Kamala Harris knows economic justice and racial justice go hand in hand.  A sign of economic justice in our country is the distribution of wealth, which is the measure of a person’s or family’s financial net worth.  Wealth makes it easier for people to move between jobs and places, handle an emergency financial situation, and retire with dignity.  But on our current trajectory, by 2053, the bottom 50% of Black households’ liabilities will equal or exceed assets.  Overall Black households will continue to have just a fraction of the wealth held by white households.

One major cause for this is historic redlining – the Home Owners’ Loan Corporation’s practice of identifying neighborhoods, often majority Black neighborhoods, where traditional lenders should not lend.  Redlining has resulted in households of color receiving just 2% of the FHA loans extended between 1934-1962, and formerly redlined neighborhoods are sites of deep racial disparities in home value and lending activity.

The second main cause was the G.I. Bill, which is credited with providing millions of low-income returning veterans with access to wealth-building opportunities that helped to create the American middle class.  Veterans of color, however, were largely excluded because, under the G.I. Bill, private lenders were free to refuse mortgages and loans to Black borrowers.

Black and minority families were also disproportionately impacted by the subprime mortgage crisis and the subsequent Great Recession.

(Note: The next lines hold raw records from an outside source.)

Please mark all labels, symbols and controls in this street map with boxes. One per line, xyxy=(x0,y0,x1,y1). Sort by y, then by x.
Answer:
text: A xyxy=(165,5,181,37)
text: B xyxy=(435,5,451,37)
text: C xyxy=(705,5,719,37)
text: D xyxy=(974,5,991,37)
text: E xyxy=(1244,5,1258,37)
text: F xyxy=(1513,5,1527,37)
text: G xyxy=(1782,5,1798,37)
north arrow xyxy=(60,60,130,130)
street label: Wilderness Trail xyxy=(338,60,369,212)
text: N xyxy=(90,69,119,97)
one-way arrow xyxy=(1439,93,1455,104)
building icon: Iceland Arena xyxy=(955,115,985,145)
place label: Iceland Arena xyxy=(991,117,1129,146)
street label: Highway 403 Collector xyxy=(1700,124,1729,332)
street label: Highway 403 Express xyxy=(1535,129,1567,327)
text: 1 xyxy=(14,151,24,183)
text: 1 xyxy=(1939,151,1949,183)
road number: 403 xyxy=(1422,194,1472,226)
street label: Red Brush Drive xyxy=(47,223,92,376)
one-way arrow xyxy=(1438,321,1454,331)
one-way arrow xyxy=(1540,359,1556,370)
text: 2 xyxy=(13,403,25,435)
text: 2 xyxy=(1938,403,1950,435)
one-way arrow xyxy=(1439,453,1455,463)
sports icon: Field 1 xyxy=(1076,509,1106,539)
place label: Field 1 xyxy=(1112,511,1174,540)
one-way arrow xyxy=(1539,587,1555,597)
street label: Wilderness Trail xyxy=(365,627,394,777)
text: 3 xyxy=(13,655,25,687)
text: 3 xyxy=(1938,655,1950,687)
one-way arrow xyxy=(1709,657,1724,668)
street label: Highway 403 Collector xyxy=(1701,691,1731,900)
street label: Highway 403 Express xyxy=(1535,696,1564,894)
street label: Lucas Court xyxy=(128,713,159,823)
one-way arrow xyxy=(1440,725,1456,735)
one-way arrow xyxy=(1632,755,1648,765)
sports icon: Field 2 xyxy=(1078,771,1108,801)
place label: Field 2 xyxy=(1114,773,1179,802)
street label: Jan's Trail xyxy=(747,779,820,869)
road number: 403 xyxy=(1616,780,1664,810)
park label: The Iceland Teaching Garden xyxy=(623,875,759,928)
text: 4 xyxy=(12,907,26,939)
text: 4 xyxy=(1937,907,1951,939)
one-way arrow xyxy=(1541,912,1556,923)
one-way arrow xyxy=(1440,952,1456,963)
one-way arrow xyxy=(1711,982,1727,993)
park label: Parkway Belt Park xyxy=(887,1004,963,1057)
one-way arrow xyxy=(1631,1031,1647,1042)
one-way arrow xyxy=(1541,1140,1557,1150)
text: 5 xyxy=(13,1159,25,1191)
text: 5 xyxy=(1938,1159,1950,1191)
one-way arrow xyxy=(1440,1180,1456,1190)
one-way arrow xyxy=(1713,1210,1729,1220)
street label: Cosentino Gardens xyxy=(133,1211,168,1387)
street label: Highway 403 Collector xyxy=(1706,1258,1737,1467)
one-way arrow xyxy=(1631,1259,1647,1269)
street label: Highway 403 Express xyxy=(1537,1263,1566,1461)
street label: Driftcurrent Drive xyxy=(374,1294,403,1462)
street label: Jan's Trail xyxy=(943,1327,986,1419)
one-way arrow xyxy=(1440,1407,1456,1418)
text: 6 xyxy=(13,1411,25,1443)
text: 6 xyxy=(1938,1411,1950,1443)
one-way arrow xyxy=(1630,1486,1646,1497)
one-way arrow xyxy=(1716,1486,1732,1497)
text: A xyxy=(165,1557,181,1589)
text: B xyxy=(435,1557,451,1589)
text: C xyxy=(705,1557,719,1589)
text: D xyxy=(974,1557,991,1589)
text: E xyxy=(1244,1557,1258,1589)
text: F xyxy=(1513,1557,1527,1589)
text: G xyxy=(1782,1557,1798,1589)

Throughout the subprime market, Black borrowers were subjected to higher cost and higher risk loans than white borrowers, even when both had similar levels of creditworthiness. During the years of recovery, 2009-2011, the wealth gap between white households and households of color widened in part due to housing-market weakness.

Today, nearly three-quarters of white households (73%) are homeowners, while under half of Black households (45%) and Latinx households (47%) are homeowners.  This percentage of Black homeowners has remained basically unchanged since 1968.

If we eliminate racial disparities in homeownership rates, median Black wealth would grow $32,113 per household, and the wealth gap between Black and white households would shrink 31%.  Median Latinx wealth would grow $29,213 per household, and the wealth gap between white households would shrink 28%.

 

HERE’S HOW WE’LL DO IT:

We’ll invest $100 billion to provide down-payment and closing-cost assistance to four million homebuyers who rent or live in historically red-lined communities.

Our plan will create a 100-billion-dollar U.S. Housing and Urban Development (HUD)-administered grant to provide up to $25,000 in down payment assistance and closing costs. According to research from the Urban Institute, in early 2018, first-time homebuyers bought houses worth $245,320 with an average down payment of $22,561, and an interest rate of 4.43%.

This $100 billion investment will provide at least 4 million families/individuals living in federally-supported or renting housing in these historically red-lined communities with down payment and closing cost assistance.

In order to qualify for the program:

The grantee must be purchasing a principal residence.

The grantee must have lived for at least the preceding 10 years in a historically red-lined community that remains low-to-moderate income.

Grantee families cannot have an annual income of over $100,000 or $125,000 in high-cost areas.

Grantee individuals cannot make over $50,000 or $75,000 in high-cost areas.

The max grant is capped at either $25,000 or 20% of the loan value plus closing costs.

The maximum home price to qualify for the grant is $300,000 for consideration of high-cost areas.

Consistent with our more inclusive credit-calculation proposals below, an individual or family would need to demonstrate an ability to pay the mortgage with the lender.

We’ll amend the Fair Credit Reporting Act to require the credit scores reported by credit reporting agencies to include payments of rent, phone bills, and utilities.

Credit scores are often calculated by taking into account payment history on items such as credit cards, student loans, auto loans, and mortgage payments. However, not all consumers have accumulated these assets.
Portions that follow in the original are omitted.